Elle serait ensuite à l’origine de l’État social avec ce que l’on a appelé le Contrat de solidarité par lequel le coût de risques sociaux (accident, maladie, chômage, …) est réparti sur l’ensemble de la société et la sécurité devient sociale. De ce point de vue, la sécurité est étroitement liée à la reconnaissance politique et à l’effectivité des droits de l’homme : droits civils et politiques dans un premier temps, conquête libérale institutionnalisée dans l’État de droit; droits économiques et sociaux dans un deuxième temps, conquête social-démocrate institutionnalisée dans l’État social. Bref, l’acception de la sécurité se serait ainsi élargie au fil du temps de manière à recouvrir de plus en plus d’aspects du bien-être des citoyens (avec pour corollaire, il faut le préciser, une extension du champ d’intervention étatique et, partant, du contrôle social).

Depuis près de vingt ans, on assiste cependant à une réduction progressive du contenu de la sécurité. Poussés par le néolibéralisme qu’ils ont institutionnalisé dans de nombreuses instances internationales, les États se retirent de plus en plus de la sphère socioéconomique et ont tendance à se replier sur leurs fonctions régaliennes et, en particulier, sur celles d’autorité. On en reviendrait ainsi à une conception originelle de la sécurité, limitée à la protection de la liberté et de la propriété, c’est-à-dire, pour l’essentiel, à une question de justice pénale. Individualisme aidant, la solidarité serait dès lors peu à peu vidée de tout sens. Mais, dans le même temps, cette conception originelle de la sécurité se trouve elle aussi réduite car les atteintes à la liberté et à la propriété qui figurent aujourd’hui au centre des préoccupations politiques et de l’activité de la justice pénale, sont de plus en plus limitées à ce contentieux communément qualifié de "petite délinquance" ou de "délinquance urbaine".

Le social contaminé
En Belgique, cette évolution est patente depuis le début des années 90. De la "solidarité responsable" à l’"État social actif" en passant par les privatisations, la philosophie de l’État social est de plus en plus mâtinée de forts accents néolibéraux, brouillant sérieusement les clivages (repères?) traditionnels gauche-droite, généralement au profit de cette dernière. Certes, l’État social reste une composante forte de la structure étatique, mais la crise économique en a sérieusement lézardé l’édifice. Si des mécanismes importants de redistribution subsistent (résistent…), les inégalités ne font que croître et, pour l’heure, peu de politiques, spécialement en matière d’emploi, semblent de nature à inverser le processus.

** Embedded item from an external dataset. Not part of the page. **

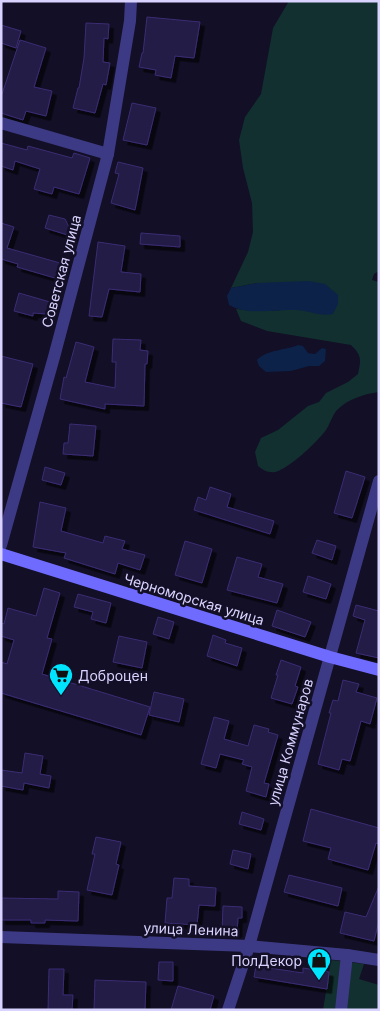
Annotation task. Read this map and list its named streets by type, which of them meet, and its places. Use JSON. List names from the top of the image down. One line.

Par ailleurs, signe d’un repli sur des fonctions régaliennes, mais aussi réaction à la montée de l’extrême droite, les ministères d’autorité (Intérieur et Justice) occupent une place de plus en plus importante dans les politiques menées par les gouvernements successifs et ce, d’une manière qui n’est pas seulement symbolique. Depuis dix ans, on les voit ainsi investir de nombreux secteurs traditionnellement pris en charge par les départements "sociaux" de l’État, tels que la jeunesse, l’école, le travail ou les loisirs, y injectant une logique sécuritaire sous l’égide de politiques dites "globales et intégrées". Le brouillage idéologique est ici pleinement assumé au motif qu’en matière de délinquance, l’échec des politiques de droite (davantage répressives) comme de gauche (davantage préventives) appelle l’intégration des deux approches afin d’assurer une approche globale du problème. Ces politiques ne visent cependant pas "la" délinquance. Qu’il s’agisse des contrats de sécurité du ministère de l’Intérieur ou de la procédure accélérée, de la médiation pénale et du travail d’intérêt général du ministère de la Justice, les dispositifs mis en place ciblent clairement (et touchent plus ou moins efficacement) la petite délinquance commise par ces "nouvelles figures de la dangerosité" que sont les jeunes, les étrangers et les usagers de drogue. Faut-il ajouter que l’" affaire D. " vint sensiblement renforcer à la fois la place de ces ministères d’autorité et l’orientation sécuritaire de leurs politiques?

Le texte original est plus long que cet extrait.